**What needs to be done**: Write only the number of lines in the entries that hold the string "Antonskräiz".

[[ Material for this task open ]]

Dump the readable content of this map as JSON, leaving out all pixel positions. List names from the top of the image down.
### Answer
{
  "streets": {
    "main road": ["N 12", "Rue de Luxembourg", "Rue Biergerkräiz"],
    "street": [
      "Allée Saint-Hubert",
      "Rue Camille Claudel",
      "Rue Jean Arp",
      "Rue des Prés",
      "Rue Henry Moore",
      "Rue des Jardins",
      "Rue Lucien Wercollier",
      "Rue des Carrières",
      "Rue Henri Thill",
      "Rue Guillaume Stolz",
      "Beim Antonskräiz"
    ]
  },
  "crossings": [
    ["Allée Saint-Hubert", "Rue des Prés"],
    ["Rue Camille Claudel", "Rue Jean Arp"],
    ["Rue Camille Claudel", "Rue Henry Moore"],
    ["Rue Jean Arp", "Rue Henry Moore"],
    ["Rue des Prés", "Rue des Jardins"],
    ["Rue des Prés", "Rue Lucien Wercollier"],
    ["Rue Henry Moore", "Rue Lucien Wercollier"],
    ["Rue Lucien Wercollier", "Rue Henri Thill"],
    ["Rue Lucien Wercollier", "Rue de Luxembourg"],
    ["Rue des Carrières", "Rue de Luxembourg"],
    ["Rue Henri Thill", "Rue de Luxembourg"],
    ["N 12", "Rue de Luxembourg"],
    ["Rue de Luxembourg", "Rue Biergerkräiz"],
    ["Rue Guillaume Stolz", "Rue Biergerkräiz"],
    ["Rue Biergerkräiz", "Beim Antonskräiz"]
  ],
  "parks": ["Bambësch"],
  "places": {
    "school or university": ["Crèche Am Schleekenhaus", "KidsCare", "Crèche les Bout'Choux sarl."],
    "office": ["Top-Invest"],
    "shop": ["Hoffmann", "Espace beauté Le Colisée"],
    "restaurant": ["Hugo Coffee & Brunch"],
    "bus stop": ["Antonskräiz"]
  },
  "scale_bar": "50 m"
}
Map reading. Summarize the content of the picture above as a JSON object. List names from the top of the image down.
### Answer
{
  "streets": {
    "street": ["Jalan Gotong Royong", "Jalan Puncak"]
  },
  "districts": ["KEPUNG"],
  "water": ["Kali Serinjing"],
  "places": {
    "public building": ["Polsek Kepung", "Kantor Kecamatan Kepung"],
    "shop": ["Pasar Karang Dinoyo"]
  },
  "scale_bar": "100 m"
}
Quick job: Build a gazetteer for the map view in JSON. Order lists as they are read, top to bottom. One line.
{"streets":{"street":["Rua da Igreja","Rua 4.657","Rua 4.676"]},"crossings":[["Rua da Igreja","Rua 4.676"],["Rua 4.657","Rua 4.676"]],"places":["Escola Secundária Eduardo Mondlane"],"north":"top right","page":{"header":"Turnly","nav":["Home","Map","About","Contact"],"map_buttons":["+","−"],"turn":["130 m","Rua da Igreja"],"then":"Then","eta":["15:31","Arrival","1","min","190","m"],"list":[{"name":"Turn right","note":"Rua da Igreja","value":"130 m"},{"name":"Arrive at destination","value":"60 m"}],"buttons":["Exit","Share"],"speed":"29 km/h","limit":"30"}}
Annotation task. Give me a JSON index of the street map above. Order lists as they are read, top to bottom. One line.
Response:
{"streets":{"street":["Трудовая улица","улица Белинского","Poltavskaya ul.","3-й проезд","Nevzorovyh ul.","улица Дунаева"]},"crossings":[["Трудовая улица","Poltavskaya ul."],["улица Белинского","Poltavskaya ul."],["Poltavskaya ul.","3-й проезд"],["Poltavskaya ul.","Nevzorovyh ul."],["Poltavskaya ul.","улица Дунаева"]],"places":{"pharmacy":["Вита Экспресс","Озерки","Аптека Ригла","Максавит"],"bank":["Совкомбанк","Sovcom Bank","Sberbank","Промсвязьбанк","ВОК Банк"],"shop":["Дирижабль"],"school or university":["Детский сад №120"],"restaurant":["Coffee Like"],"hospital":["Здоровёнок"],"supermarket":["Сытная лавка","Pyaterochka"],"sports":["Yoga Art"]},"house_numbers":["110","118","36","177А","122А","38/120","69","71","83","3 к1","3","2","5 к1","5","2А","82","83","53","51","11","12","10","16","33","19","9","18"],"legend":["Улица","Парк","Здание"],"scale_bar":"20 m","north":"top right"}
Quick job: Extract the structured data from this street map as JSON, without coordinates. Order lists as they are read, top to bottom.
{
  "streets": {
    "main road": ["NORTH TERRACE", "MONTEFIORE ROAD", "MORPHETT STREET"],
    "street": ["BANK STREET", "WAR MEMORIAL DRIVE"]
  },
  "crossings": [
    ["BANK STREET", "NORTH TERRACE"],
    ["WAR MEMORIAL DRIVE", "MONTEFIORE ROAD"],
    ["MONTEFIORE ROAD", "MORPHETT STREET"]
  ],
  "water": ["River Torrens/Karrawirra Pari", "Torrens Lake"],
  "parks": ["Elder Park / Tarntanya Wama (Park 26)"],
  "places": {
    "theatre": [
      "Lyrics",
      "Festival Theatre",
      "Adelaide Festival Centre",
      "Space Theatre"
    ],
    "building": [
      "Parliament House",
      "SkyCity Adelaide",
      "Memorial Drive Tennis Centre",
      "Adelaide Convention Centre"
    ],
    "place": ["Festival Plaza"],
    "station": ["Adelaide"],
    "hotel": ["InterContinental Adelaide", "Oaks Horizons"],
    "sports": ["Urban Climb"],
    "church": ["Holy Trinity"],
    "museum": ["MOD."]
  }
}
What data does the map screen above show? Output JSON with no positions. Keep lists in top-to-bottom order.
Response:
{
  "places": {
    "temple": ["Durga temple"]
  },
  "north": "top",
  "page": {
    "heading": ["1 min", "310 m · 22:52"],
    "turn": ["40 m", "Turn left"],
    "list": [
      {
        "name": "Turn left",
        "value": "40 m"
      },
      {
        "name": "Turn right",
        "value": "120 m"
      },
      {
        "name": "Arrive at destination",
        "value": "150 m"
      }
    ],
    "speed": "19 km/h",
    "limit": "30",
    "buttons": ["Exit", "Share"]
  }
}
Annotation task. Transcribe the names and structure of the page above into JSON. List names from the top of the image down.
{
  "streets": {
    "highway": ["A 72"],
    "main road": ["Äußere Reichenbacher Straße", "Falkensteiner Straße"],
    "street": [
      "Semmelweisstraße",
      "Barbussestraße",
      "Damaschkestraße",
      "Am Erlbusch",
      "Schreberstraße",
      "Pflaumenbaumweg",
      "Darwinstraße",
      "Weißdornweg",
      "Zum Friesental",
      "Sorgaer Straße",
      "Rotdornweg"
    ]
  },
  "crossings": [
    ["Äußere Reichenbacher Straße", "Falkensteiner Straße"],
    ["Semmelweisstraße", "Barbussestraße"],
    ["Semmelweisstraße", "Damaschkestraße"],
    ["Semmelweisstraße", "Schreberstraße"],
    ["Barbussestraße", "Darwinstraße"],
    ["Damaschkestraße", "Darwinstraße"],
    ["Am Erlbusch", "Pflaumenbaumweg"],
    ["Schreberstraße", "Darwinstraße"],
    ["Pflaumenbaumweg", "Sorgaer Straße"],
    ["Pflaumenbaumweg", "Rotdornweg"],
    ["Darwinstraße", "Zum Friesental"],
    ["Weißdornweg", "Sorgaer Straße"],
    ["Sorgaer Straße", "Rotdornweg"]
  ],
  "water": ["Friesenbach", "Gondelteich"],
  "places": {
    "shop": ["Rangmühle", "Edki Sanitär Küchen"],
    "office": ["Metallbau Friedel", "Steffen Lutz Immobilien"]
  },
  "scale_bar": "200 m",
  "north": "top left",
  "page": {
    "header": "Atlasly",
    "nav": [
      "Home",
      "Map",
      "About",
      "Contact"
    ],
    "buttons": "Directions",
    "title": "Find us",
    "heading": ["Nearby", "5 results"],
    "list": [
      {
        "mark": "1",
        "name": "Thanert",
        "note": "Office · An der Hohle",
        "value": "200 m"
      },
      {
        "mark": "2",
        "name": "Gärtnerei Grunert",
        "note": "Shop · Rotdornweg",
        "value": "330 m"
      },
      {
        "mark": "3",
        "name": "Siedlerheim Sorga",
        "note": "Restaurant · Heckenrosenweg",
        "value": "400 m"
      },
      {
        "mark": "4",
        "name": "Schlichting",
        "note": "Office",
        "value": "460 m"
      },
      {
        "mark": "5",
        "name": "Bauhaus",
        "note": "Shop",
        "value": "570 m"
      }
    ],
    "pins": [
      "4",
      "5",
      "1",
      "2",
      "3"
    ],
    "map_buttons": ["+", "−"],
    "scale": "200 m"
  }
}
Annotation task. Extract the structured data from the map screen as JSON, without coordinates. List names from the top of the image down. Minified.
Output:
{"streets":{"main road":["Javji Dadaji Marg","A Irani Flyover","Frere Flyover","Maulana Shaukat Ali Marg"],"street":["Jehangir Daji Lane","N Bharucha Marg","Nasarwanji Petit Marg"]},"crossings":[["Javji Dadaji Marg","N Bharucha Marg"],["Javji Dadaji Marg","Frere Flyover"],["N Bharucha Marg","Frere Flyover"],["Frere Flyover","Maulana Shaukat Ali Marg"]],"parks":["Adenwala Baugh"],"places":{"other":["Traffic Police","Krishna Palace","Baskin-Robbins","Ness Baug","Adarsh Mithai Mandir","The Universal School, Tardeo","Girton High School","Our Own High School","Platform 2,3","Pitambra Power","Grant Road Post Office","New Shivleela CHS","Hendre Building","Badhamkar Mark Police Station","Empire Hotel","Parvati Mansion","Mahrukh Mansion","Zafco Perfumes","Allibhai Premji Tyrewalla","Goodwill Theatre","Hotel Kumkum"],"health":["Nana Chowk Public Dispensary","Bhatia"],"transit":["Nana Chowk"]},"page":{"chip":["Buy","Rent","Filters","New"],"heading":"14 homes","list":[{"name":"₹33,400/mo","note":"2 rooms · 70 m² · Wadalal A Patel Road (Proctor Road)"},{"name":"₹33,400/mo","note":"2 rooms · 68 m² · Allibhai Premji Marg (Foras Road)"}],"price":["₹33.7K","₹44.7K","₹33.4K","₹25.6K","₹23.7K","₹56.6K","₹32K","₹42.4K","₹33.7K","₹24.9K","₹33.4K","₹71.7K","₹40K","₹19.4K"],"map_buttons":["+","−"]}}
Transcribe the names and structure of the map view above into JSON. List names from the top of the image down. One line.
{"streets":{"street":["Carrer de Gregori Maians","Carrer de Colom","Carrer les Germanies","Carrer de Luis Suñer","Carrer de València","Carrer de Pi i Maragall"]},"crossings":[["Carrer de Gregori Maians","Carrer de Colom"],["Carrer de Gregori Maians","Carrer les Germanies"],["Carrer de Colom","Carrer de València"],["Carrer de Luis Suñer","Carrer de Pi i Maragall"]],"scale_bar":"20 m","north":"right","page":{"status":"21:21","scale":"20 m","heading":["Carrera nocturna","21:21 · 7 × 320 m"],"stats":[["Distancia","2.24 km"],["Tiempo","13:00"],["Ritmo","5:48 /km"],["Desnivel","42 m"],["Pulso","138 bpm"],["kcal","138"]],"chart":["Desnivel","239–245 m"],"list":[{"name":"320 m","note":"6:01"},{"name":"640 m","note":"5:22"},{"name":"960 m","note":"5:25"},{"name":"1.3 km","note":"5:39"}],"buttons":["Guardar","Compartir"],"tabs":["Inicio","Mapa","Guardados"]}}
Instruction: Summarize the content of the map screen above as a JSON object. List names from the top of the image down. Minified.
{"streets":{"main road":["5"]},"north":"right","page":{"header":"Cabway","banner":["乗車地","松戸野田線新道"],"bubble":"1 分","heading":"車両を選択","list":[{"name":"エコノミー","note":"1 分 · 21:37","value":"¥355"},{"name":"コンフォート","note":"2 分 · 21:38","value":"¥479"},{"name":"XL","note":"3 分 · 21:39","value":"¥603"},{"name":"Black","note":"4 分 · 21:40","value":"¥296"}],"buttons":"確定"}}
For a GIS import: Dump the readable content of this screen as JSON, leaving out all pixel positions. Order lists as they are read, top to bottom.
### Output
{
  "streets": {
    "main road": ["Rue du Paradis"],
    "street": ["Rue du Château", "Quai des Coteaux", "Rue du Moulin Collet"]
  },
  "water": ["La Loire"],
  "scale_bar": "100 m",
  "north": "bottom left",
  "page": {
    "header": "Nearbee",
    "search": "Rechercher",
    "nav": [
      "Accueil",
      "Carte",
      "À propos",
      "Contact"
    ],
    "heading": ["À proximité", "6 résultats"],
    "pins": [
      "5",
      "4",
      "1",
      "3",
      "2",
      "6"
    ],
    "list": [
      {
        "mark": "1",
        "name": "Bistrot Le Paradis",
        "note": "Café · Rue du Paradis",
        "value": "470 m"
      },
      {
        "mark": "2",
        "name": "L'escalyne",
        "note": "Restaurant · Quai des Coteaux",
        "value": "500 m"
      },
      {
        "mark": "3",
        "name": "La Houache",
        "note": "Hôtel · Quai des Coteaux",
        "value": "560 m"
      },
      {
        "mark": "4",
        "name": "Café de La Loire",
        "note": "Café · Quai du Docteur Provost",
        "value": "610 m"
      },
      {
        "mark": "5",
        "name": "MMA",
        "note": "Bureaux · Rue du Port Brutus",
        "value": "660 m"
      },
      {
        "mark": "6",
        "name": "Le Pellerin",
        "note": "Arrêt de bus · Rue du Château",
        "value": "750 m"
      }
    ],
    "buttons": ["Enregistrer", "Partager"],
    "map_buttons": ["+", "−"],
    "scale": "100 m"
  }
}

[[ Material for this task closed ]]

**Result**: 3